» Given entries

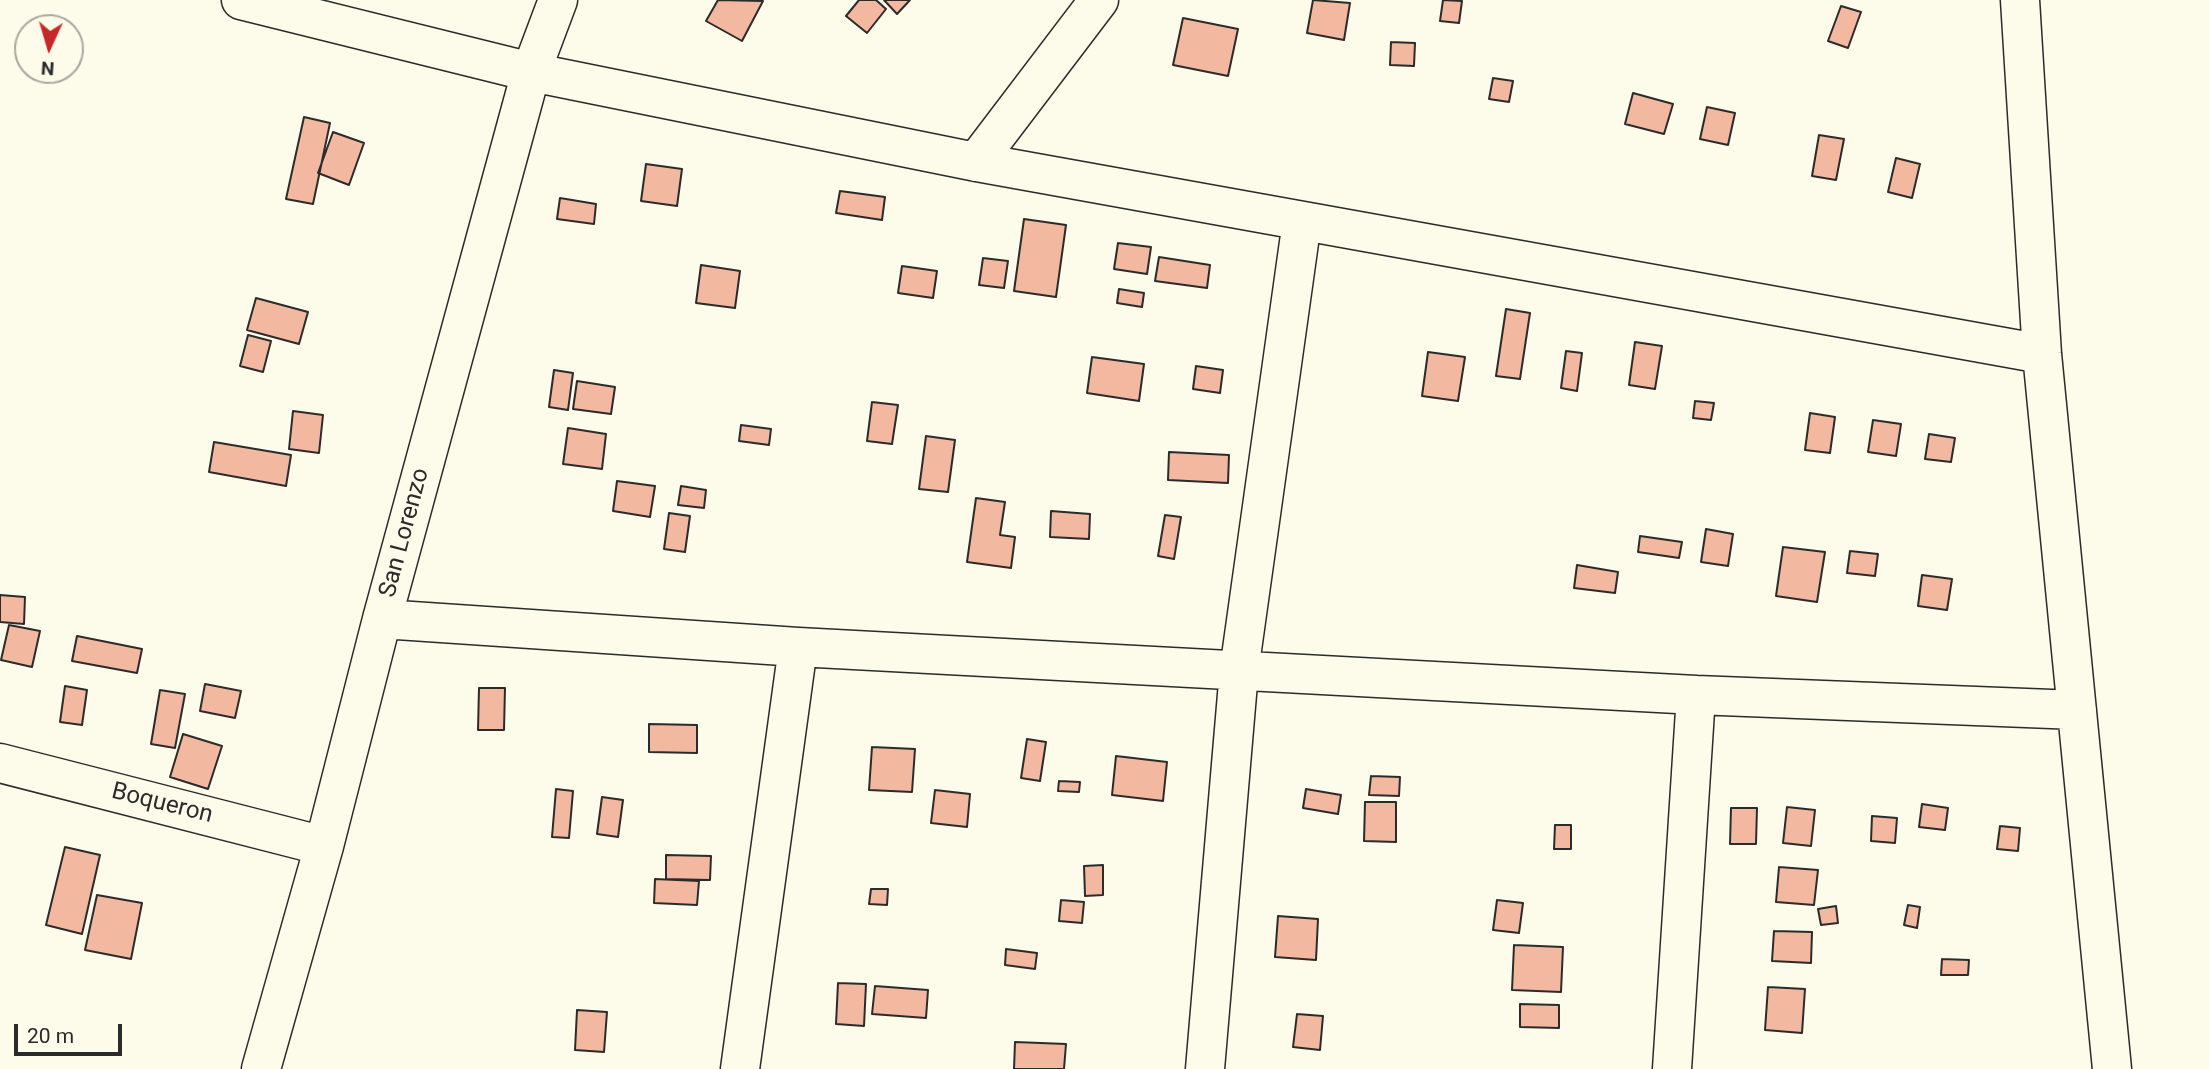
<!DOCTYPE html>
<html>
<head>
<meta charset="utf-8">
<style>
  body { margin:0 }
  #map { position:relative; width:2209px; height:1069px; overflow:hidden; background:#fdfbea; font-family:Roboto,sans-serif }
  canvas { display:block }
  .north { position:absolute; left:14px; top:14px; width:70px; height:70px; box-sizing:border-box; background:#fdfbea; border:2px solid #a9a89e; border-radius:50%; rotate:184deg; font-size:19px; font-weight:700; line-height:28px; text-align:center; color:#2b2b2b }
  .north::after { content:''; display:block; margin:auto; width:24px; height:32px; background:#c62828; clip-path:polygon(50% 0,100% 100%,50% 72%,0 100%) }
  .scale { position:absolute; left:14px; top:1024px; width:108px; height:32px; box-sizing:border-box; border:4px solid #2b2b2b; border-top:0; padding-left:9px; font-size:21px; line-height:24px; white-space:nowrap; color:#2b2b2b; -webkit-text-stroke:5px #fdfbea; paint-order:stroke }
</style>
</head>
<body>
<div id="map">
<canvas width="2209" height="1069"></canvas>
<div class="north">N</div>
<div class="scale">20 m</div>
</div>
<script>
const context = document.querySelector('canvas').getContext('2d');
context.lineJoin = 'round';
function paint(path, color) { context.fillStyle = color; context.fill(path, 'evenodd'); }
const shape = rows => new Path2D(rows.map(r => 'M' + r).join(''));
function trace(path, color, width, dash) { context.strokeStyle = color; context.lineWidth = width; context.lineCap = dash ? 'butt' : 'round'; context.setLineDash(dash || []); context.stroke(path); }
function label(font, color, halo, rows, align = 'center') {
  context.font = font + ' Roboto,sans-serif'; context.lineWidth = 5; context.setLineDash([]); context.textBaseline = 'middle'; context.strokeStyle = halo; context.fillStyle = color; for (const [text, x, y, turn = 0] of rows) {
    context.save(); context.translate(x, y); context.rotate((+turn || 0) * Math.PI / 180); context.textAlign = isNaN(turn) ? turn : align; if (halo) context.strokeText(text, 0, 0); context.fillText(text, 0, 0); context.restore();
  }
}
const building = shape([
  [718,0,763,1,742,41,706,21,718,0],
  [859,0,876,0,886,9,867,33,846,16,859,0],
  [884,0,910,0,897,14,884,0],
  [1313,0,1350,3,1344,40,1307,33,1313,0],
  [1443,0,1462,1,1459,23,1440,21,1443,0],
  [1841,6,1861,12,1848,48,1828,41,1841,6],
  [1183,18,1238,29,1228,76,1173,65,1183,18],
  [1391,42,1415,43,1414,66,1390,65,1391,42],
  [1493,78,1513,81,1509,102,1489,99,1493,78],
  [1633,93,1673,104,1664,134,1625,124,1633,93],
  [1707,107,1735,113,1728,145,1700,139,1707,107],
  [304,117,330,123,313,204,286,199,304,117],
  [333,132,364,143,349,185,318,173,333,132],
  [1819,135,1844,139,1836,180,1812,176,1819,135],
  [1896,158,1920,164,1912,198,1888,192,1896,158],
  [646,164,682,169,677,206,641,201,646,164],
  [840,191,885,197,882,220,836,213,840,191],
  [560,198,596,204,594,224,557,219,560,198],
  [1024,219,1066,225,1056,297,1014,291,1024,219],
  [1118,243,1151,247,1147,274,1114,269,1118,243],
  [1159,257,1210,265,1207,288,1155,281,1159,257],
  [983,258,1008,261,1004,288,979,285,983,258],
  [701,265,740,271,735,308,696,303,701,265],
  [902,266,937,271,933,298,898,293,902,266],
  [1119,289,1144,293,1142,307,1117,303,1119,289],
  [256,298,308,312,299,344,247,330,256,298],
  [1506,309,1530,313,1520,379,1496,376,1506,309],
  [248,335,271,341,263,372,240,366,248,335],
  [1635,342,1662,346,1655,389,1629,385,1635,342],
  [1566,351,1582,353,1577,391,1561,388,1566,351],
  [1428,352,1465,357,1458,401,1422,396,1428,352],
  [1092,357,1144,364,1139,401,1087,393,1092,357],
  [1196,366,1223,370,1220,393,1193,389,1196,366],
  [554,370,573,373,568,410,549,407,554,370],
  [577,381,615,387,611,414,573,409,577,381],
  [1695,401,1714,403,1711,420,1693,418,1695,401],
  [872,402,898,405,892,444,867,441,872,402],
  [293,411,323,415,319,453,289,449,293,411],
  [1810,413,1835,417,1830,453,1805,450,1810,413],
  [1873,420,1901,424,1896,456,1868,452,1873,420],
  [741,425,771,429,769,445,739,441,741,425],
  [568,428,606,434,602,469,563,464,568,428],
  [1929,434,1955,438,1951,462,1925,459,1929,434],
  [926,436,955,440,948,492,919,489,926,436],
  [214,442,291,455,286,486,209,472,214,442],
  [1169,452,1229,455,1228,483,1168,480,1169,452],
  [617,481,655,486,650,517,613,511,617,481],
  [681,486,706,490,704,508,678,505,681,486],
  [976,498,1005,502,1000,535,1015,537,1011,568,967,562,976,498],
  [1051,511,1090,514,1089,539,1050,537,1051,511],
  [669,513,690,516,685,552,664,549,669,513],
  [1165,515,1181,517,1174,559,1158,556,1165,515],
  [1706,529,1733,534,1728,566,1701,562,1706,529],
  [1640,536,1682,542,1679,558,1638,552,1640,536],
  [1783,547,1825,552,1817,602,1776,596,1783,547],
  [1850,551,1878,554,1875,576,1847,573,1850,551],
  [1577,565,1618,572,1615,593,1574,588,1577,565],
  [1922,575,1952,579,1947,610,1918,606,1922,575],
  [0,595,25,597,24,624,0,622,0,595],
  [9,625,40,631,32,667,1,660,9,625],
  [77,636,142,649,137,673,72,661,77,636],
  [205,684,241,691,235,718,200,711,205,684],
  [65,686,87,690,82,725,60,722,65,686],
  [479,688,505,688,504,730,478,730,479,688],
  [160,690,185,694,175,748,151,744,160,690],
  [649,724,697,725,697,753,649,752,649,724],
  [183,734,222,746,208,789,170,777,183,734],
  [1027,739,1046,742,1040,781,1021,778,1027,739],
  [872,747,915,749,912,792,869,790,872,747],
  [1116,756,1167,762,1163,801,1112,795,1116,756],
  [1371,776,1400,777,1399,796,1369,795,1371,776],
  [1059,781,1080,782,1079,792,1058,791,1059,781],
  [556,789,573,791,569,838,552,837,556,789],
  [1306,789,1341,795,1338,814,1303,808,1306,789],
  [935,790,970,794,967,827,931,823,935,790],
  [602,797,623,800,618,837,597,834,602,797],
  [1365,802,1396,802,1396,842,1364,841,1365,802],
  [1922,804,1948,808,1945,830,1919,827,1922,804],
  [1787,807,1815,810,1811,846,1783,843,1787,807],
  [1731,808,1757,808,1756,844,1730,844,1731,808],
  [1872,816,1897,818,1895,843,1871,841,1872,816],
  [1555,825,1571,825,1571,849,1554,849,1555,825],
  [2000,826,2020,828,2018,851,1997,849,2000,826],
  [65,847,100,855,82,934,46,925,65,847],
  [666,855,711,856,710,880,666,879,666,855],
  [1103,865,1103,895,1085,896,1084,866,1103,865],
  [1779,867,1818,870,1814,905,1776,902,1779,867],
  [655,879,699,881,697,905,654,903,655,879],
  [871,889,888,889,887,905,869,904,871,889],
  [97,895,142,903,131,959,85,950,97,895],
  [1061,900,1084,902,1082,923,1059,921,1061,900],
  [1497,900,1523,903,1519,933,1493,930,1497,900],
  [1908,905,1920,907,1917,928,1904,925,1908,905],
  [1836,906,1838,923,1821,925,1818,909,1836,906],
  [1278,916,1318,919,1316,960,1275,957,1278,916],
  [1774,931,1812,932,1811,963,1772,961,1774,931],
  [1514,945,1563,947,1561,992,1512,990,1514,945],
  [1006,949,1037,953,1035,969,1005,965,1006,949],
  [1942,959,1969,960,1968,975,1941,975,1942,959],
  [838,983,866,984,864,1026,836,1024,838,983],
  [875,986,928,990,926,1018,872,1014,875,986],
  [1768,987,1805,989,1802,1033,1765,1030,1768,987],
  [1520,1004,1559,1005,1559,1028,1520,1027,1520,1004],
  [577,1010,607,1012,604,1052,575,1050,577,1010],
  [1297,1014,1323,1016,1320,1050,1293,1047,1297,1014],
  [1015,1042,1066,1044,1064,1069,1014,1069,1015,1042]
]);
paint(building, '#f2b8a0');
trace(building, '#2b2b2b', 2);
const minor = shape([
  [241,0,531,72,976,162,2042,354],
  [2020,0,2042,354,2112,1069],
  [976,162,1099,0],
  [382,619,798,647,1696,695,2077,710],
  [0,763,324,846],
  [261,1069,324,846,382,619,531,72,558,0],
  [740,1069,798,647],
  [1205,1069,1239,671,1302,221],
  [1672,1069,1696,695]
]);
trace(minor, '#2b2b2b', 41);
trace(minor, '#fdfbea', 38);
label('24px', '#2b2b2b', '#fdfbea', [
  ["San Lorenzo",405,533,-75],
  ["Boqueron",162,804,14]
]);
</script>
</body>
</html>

» Exercise
Wherever the word "rows" occurs in the data, copy that whole line.

» Result
const shape = rows => new Path2D(rows.map(r => 'M' + r).join(''));
function label(font, color, halo, rows, align = 'center') {
  context.font = font + ' Roboto,sans-serif'; context.lineWidth = 5; context.setLineDash([]); context.textBaseline = 'middle'; context.strokeStyle = halo; context.fillStyle = color; for (const [text, x, y, turn = 0] of rows) {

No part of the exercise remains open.